The Anathemata

The Lady of the Pool (continued)

And much beside have I learned as ’ld fill a book;

of bazaar and mart, far parts and uses.

Much was I learned of these nautic gospellers I said and moreover I said I knowed some things out of Ovid’s booka  and am well pleased with y’r company I said, but, I said, I’m no Sibyl, nor no Knower from Albi,b  nor female Danielc  to figure out significations on walls, nor a ceromancer’s mot,d  nor Taffy Merlin’s mistress neither, I said.

Though my ma was used to call me

My fine Lady of the Pool.2 

David Jones notes

2 i.e. the Pool of London, and cf. Malory, IV, 1. ‘. . . than hit befelle that Merlyon fell in a dotage on the damesell. . .she was one of the damesels of the Lady of the Laake. . . And ever she made Merlion good chere tylle sche had lerned of hym all maner of thynges that sche desyred and he was assoted uppon hir, that he myght nat be from hir.’

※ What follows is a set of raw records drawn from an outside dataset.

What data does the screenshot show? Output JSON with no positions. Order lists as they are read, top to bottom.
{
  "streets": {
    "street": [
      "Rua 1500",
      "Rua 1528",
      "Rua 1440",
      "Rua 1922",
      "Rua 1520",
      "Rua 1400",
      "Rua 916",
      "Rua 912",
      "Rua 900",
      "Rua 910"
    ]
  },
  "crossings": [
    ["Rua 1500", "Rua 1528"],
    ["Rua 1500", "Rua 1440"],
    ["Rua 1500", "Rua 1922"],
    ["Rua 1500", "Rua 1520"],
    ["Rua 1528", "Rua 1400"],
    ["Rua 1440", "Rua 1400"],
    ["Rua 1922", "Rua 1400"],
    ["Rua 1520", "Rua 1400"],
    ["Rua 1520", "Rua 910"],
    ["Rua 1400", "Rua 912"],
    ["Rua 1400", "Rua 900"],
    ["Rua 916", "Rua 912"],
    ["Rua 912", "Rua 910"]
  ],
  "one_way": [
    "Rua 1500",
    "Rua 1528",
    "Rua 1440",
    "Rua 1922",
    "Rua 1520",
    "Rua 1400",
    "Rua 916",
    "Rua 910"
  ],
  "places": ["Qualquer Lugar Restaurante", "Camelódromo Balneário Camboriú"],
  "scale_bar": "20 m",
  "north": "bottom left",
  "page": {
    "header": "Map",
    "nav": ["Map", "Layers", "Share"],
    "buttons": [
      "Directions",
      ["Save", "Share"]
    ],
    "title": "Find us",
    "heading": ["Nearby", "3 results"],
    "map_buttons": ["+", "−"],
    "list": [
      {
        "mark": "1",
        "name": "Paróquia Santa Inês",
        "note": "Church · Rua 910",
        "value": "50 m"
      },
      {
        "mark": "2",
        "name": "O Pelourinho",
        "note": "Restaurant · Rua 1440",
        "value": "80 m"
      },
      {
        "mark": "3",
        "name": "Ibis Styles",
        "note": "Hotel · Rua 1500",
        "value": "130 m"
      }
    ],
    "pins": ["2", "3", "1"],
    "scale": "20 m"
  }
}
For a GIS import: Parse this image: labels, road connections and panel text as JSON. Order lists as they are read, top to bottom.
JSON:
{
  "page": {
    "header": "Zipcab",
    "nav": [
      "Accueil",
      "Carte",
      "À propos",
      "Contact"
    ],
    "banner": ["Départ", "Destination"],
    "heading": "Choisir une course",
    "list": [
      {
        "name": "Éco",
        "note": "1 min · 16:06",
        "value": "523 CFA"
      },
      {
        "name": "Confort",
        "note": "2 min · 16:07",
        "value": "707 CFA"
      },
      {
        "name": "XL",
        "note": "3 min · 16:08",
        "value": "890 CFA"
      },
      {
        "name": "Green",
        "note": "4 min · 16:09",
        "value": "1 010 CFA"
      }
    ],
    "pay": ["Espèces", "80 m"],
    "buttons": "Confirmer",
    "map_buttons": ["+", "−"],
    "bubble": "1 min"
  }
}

Cf. also the familiar theme of ladies of pools, fountains and rivers in tales deriving from Welsh sources.

additional notes

a Ovid’s book: presumably the Ars Amatoria (The Art of Love).

b Knower from Albi: The Albigensians were a heretical sect living in southern France near the city of Albi in the thirteenth century who were ruthlessly exterminated by the Church. Since history is written by the victors, we cannot say what it was exactly that they believed that caused so much hatred against them, but it seems likely that it involved some elements of Gnosticism (from Ancient Greek: γνωστικός gnostikos, ‘having knowledge’, from γνῶσις gnōsis, knowledge). It is a modern term categorising a collection of ancient religions whose adherents shunned the material world and embraced the spiritual world.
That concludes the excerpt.